Source data Start Marker

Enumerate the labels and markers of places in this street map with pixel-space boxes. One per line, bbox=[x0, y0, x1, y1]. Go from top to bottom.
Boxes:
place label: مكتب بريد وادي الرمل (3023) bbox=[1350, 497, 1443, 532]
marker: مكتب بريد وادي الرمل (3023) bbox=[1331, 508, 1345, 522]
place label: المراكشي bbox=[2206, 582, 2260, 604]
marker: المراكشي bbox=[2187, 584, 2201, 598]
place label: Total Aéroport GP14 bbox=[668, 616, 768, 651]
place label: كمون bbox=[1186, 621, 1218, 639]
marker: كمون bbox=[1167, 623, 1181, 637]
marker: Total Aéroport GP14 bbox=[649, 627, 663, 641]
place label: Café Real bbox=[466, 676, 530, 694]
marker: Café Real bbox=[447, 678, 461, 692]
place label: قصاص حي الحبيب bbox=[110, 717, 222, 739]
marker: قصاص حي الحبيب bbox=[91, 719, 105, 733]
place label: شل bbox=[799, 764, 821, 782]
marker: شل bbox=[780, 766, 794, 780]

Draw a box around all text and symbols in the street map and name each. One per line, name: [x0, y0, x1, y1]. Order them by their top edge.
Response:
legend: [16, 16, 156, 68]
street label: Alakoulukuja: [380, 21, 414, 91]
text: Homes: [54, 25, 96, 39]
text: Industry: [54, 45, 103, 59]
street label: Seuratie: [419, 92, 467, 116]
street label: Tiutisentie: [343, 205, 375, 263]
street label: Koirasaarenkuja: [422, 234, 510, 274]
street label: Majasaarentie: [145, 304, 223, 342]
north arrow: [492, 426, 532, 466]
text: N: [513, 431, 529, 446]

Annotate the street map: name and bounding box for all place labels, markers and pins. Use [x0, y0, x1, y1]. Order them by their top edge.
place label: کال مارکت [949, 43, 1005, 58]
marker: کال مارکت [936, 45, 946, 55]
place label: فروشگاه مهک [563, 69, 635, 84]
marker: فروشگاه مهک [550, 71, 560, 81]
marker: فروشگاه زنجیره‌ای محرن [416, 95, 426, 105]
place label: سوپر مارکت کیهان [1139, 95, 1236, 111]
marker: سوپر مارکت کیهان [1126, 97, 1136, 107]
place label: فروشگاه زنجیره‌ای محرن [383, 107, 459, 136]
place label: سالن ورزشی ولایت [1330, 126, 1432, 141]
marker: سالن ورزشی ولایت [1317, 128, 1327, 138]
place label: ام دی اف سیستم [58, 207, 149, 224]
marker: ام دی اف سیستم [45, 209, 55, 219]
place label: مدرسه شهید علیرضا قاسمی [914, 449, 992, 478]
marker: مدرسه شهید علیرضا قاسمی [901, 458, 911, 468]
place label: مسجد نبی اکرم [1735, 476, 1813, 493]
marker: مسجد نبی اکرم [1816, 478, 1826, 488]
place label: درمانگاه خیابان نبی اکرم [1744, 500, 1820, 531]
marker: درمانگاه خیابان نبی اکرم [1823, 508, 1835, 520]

Source data End Marker

What you have to do
For each record above, output it exactly as written.

Problem solution
Enumerate the labels and markers of places in this street map with pixel-space boxes. One per line, bbox=[x0, y0, x1, y1]. Go from top to bottom.
Boxes:
place label: مكتب بريد وادي الرمل (3023) bbox=[1350, 497, 1443, 532]
marker: مكتب بريد وادي الرمل (3023) bbox=[1331, 508, 1345, 522]
place label: المراكشي bbox=[2206, 582, 2260, 604]
marker: المراكشي bbox=[2187, 584, 2201, 598]
place label: Total Aéroport GP14 bbox=[668, 616, 768, 651]
place label: كمون bbox=[1186, 621, 1218, 639]
marker: كمون bbox=[1167, 623, 1181, 637]
marker: Total Aéroport GP14 bbox=[649, 627, 663, 641]
place label: Café Real bbox=[466, 676, 530, 694]
marker: Café Real bbox=[447, 678, 461, 692]
place label: قصاص حي الحبيب bbox=[110, 717, 222, 739]
marker: قصاص حي الحبيب bbox=[91, 719, 105, 733]
place label: شل bbox=[799, 764, 821, 782]
marker: شل bbox=[780, 766, 794, 780]

Draw a box around all text and symbols in the street map and name each. One per line, name: [x0, y0, x1, y1]. Order them by their top edge.
Response:
legend: [16, 16, 156, 68]
street label: Alakoulukuja: [380, 21, 414, 91]
text: Homes: [54, 25, 96, 39]
text: Industry: [54, 45, 103, 59]
street label: Seuratie: [419, 92, 467, 116]
street label: Tiutisentie: [343, 205, 375, 263]
street label: Koirasaarenkuja: [422, 234, 510, 274]
street label: Majasaarentie: [145, 304, 223, 342]
north arrow: [492, 426, 532, 466]
text: N: [513, 431, 529, 446]

Annotate the street map: name and bounding box for all place labels, markers and pins. Use [x0, y0, x1, y1]. Order them by their top edge.
place label: کال مارکت [949, 43, 1005, 58]
marker: کال مارکت [936, 45, 946, 55]
place label: فروشگاه مهک [563, 69, 635, 84]
marker: فروشگاه مهک [550, 71, 560, 81]
marker: فروشگاه زنجیره‌ای محرن [416, 95, 426, 105]
place label: سوپر مارکت کیهان [1139, 95, 1236, 111]
marker: سوپر مارکت کیهان [1126, 97, 1136, 107]
place label: فروشگاه زنجیره‌ای محرن [383, 107, 459, 136]
place label: سالن ورزشی ولایت [1330, 126, 1432, 141]
marker: سالن ورزشی ولایت [1317, 128, 1327, 138]
place label: ام دی اف سیستم [58, 207, 149, 224]
marker: ام دی اف سیستم [45, 209, 55, 219]
place label: مدرسه شهید علیرضا قاسمی [914, 449, 992, 478]
marker: مدرسه شهید علیرضا قاسمی [901, 458, 911, 468]
place label: مسجد نبی اکرم [1735, 476, 1813, 493]
marker: مسجد نبی اکرم [1816, 478, 1826, 488]
place label: درمانگاه خیابان نبی اکرم [1744, 500, 1820, 531]
marker: درمانگاه خیابان نبی اکرم [1823, 508, 1835, 520]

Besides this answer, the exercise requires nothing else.